§ Exercise aim
Repeat word for word the lines from the top of the records through the line containing "position:relative; width:1422px; height:895px;", and skip the pictures.

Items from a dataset
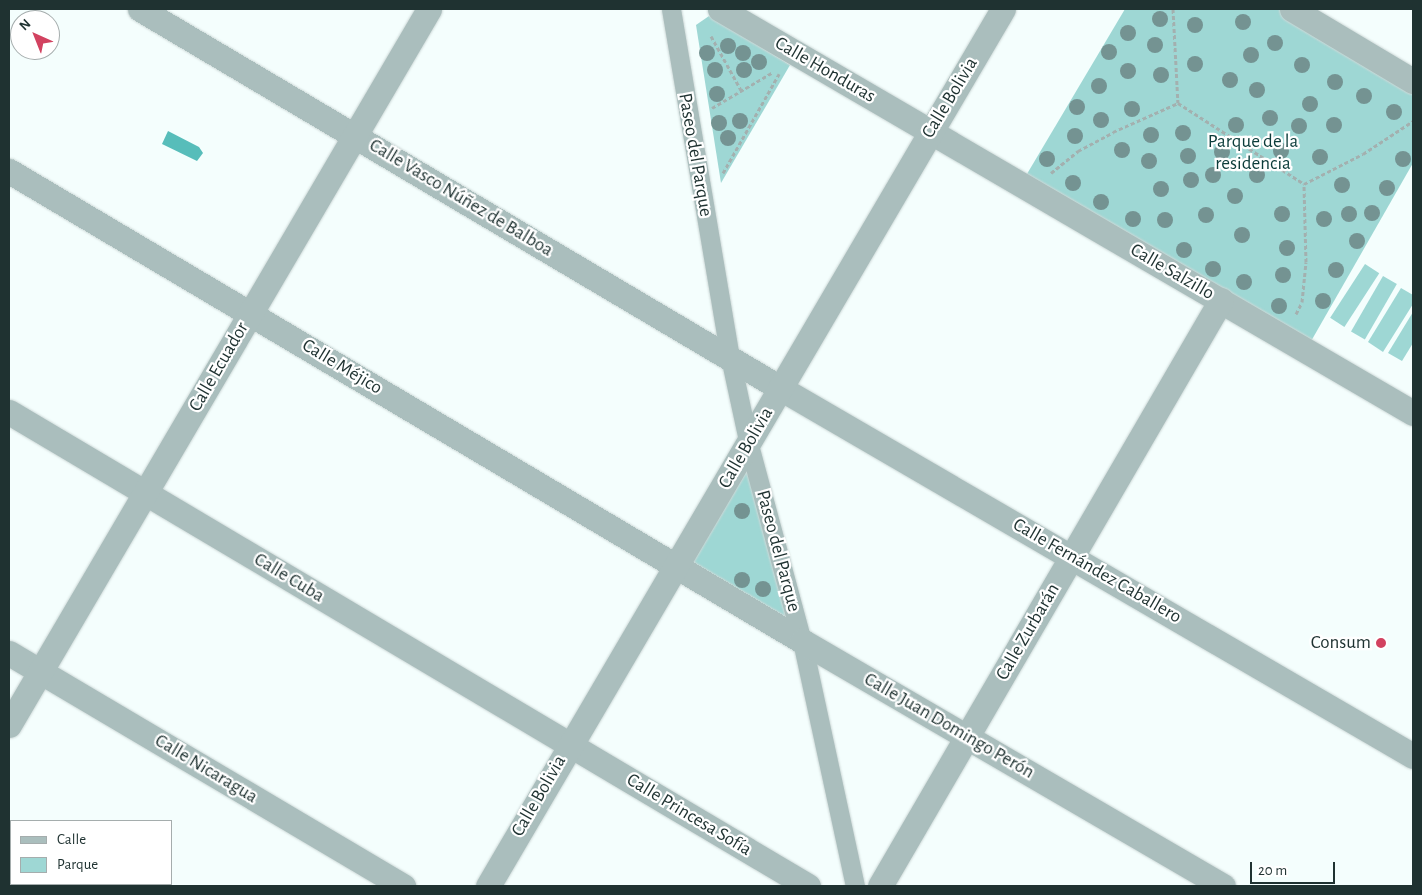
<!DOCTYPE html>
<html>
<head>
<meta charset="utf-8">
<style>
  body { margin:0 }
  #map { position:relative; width:1422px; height:895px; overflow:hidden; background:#f4fefd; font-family:"Alegreya Sans",sans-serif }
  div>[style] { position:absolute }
  .green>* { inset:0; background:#9ed7d4; transform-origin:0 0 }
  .water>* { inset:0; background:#57bdba }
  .path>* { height:3px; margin-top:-1.5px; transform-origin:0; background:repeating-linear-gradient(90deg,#a3b0af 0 4px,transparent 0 6.5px) }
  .roads { filter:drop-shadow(0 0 1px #ced9d8) drop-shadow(0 0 1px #ced9d8) }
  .pedestrian>* { height:19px; margin:-9.5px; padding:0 9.5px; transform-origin:9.5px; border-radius:9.5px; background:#aabebd }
  .minor>* { height:25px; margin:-12.5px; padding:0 12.5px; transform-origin:12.5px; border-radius:12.5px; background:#aabebd }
  .trees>* { width:16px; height:16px; margin:-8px; border-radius:50%; background:#749392 }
  .dots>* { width:14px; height:14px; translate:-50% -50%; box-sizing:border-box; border:2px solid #fff; border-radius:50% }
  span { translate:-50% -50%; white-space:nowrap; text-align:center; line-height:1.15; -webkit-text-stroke:4.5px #fff; paint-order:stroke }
  .street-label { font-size:19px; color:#1f3231 }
  .park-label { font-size:19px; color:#0b3c3a }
  .poi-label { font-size:19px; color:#1f3231 }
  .right { translate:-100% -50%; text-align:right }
  .frame { position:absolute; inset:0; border:10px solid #1f3231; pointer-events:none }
  .legend { position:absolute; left:10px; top:820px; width:162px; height:65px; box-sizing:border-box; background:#fff; border:1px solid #a5adad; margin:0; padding:6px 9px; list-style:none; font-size:15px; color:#1f3231 }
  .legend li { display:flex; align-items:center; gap:10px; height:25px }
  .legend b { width:25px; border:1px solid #a5adad }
  .north { position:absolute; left:10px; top:10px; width:50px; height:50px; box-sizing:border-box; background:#fff; border:1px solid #a5adad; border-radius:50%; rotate:316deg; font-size:14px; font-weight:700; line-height:20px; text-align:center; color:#1f3231 }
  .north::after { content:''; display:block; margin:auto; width:18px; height:22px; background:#d24260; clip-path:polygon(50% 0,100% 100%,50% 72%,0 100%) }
  .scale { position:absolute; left:1250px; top:862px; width:85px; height:22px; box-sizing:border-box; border:2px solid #1f3231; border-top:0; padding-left:6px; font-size:15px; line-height:18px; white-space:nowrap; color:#1f3231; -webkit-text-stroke:4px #fff; paint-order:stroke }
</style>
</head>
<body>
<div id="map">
  <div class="green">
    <div style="clip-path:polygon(1125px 9px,1292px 9px,1413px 81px,1413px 163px,1306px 350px,1021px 184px)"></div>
    <div style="clip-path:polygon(709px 16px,790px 65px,721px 183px,696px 25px)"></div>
    <div style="left:1365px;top:264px;width:17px;height:64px;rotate:33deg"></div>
    <div style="left:1383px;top:276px;width:16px;height:64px;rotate:30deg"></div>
    <div style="clip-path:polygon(1401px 288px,1413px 295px,1413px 304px,1383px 352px,1368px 342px)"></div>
    <div style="clip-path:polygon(1413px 312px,1413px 343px,1402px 361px,1388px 353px)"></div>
    <div style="clip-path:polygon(749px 445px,802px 641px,675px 565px)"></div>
  </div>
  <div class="water">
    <div style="clip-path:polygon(168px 131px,199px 147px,203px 153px,197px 161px,162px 144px)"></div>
  </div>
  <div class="path">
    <div style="left:1173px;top:9px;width:94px;rotate:87deg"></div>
    <div style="left:711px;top:36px;width:62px;rotate:60.9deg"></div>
    <div style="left:1178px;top:103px;width:150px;rotate:32.7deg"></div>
    <div style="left:712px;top:108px;width:71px;rotate:-30.5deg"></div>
    <div style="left:723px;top:173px;width:114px;rotate:-60.5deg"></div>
    <div style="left:1051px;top:173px;width:35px;rotate:-39deg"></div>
    <div style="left:1078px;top:151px;width:40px;rotate:-28deg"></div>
    <div style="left:1113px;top:132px;width:71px;rotate:-24deg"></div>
    <div style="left:1304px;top:184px;width:66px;rotate:-27deg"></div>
    <div style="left:1363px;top:154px;width:60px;rotate:-33.4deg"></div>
    <div style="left:1296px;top:314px;width:13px;rotate:-63deg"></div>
    <div style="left:1302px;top:302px;width:40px;rotate:-84.3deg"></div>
    <div style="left:1306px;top:262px;width:78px;rotate:-91.5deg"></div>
  </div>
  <div class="roads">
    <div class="pedestrian">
      <div style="left:671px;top:9px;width:353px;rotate:80.4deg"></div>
      <div style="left:730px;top:357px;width:90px;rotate:77.8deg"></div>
      <div style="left:749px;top:445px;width:203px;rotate:74.9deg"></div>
      <div style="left:802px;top:641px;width:251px;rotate:77.8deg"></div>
    </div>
    <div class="minor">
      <div style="left:140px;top:9px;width:744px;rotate:30.63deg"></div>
      <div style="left:780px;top:388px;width:732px;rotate:30.17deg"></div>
      <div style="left:720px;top:9px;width:802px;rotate:30.24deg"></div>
      <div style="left:1292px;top:9px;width:141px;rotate:30.8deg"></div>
      <div style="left:9px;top:171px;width:922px;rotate:30.65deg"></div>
      <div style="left:802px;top:641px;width:487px;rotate:30.2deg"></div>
      <div style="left:9px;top:412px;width:929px;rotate:30.68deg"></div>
      <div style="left:9px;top:653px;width:458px;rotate:30.6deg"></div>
      <div style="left:9px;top:725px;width:830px;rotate:-59.6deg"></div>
      <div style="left:488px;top:886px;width:1017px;rotate:-59.58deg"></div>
      <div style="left:880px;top:886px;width:678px;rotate:-59.8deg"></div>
    </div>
  </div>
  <div class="trees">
    <div style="left:1160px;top:19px"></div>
    <div style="left:1243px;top:22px"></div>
    <div style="left:1195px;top:25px"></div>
    <div style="left:1128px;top:33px"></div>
    <div style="left:1275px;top:43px"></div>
    <div style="left:1155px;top:45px"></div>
    <div style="left:728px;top:46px"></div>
    <div style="left:1109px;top:52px"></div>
    <div style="left:707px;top:53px"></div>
    <div style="left:743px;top:53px"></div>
    <div style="left:1251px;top:55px"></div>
    <div style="left:759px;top:62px"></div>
    <div style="left:1195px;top:64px"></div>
    <div style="left:1302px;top:65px"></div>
    <div style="left:715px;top:70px"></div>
    <div style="left:744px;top:70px"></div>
    <div style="left:1128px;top:71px"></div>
    <div style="left:1161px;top:75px"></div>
    <div style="left:1230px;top:80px"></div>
    <div style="left:1335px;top:82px"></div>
    <div style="left:1099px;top:86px"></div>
    <div style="left:1257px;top:90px"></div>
    <div style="left:717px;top:94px"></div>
    <div style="left:1364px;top:96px"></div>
    <div style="left:1310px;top:104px"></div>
    <div style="left:1077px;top:107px"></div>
    <div style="left:1132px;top:109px"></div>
    <div style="left:1394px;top:112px"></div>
    <div style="left:1270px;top:118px"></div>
    <div style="left:1101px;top:120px"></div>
    <div style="left:740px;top:121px"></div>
    <div style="left:719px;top:123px"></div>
    <div style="left:1236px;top:125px"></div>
    <div style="left:1334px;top:125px"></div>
    <div style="left:1299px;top:126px"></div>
    <div style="left:1183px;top:133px"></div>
    <div style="left:1151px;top:135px"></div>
    <div style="left:1075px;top:136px"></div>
    <div style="left:728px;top:138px"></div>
    <div style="left:1122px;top:150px"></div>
    <div style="left:1281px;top:151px"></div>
    <div style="left:1222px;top:152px"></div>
    <div style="left:1188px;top:156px"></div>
    <div style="left:1320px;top:157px"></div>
    <div style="left:1047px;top:159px"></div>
    <div style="left:1403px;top:159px"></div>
    <div style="left:1149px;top:161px"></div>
    <div style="left:1213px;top:175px"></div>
    <div style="left:1257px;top:175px"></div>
    <div style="left:1191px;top:180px"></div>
    <div style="left:1073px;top:183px"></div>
    <div style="left:1342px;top:185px"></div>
    <div style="left:1387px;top:188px"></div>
    <div style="left:1161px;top:189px"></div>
    <div style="left:1235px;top:196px"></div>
    <div style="left:1101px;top:202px"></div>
    <div style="left:1372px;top:213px"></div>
    <div style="left:1282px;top:214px"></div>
    <div style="left:1349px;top:214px"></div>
    <div style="left:1206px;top:215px"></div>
    <div style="left:1133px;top:219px"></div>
    <div style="left:1324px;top:219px"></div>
    <div style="left:1165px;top:220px"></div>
    <div style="left:1242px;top:235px"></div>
    <div style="left:1357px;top:241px"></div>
    <div style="left:1287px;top:248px"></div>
    <div style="left:1184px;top:250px"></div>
    <div style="left:1213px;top:269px"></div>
    <div style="left:1336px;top:270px"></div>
    <div style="left:1283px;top:275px"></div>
    <div style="left:1244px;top:282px"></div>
    <div style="left:1323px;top:301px"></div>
    <div style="left:1279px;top:306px"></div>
    <div style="left:742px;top:511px"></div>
    <div style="left:742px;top:580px"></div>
    <div style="left:763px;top:589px"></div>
  </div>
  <div class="dots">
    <div style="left:1381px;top:643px;background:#d24260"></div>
  </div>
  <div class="street-label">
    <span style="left:825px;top:70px;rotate:30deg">Calle Honduras</span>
    <span style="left:950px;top:98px;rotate:-59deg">Calle Bolivia</span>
    <span style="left:695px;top:155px;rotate:80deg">Paseo del Parque</span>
    <span style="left:461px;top:198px;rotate:31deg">Calle Vasco Núñez de Balboa</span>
    <span style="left:1172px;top:272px;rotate:30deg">Calle Salzillo</span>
    <span style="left:219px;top:367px;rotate:-60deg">Calle Ecuador</span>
    <span style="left:342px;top:367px;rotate:31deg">Calle Méjico</span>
    <span style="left:746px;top:448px;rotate:-60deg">Calle Bolivia</span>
    <span style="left:778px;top:551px;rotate:75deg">Paseo del Parque</span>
    <span style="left:1097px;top:571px;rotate:30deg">Calle Fernández Caballero</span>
    <span style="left:289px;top:578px;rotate:31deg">Calle Cuba</span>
    <span style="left:1028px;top:632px;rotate:-60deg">Calle Zurbarán</span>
    <span style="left:949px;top:726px;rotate:30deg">Calle Juan Domingo Perón</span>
    <span style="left:206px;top:769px;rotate:31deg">Calle Nicaragua</span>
    <span style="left:539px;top:796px;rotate:-60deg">Calle Bolivia</span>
    <span style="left:689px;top:815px;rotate:31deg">Calle Princesa Sofía</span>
  </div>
  <div class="park-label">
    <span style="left:1253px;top:153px">Parque de la<br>residencia</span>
  </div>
  <div class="poi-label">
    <span class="right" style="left:1371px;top:643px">Consum</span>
  </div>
  <div class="frame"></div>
  <ul class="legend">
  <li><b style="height:6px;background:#aabebd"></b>Calle</li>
  <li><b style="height:14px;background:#9ed7d4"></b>Parque</li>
  </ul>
  <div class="north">N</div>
  <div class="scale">20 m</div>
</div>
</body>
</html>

§ Reply
<!DOCTYPE html>
<html>
<head>
<meta charset="utf-8">
<style>
  body { margin:0 }
  #map { position:relative; width:1422px; height:895px; overflow:hidden; background:#f4fefd; font-family:"Alegreya Sans",sans-serif }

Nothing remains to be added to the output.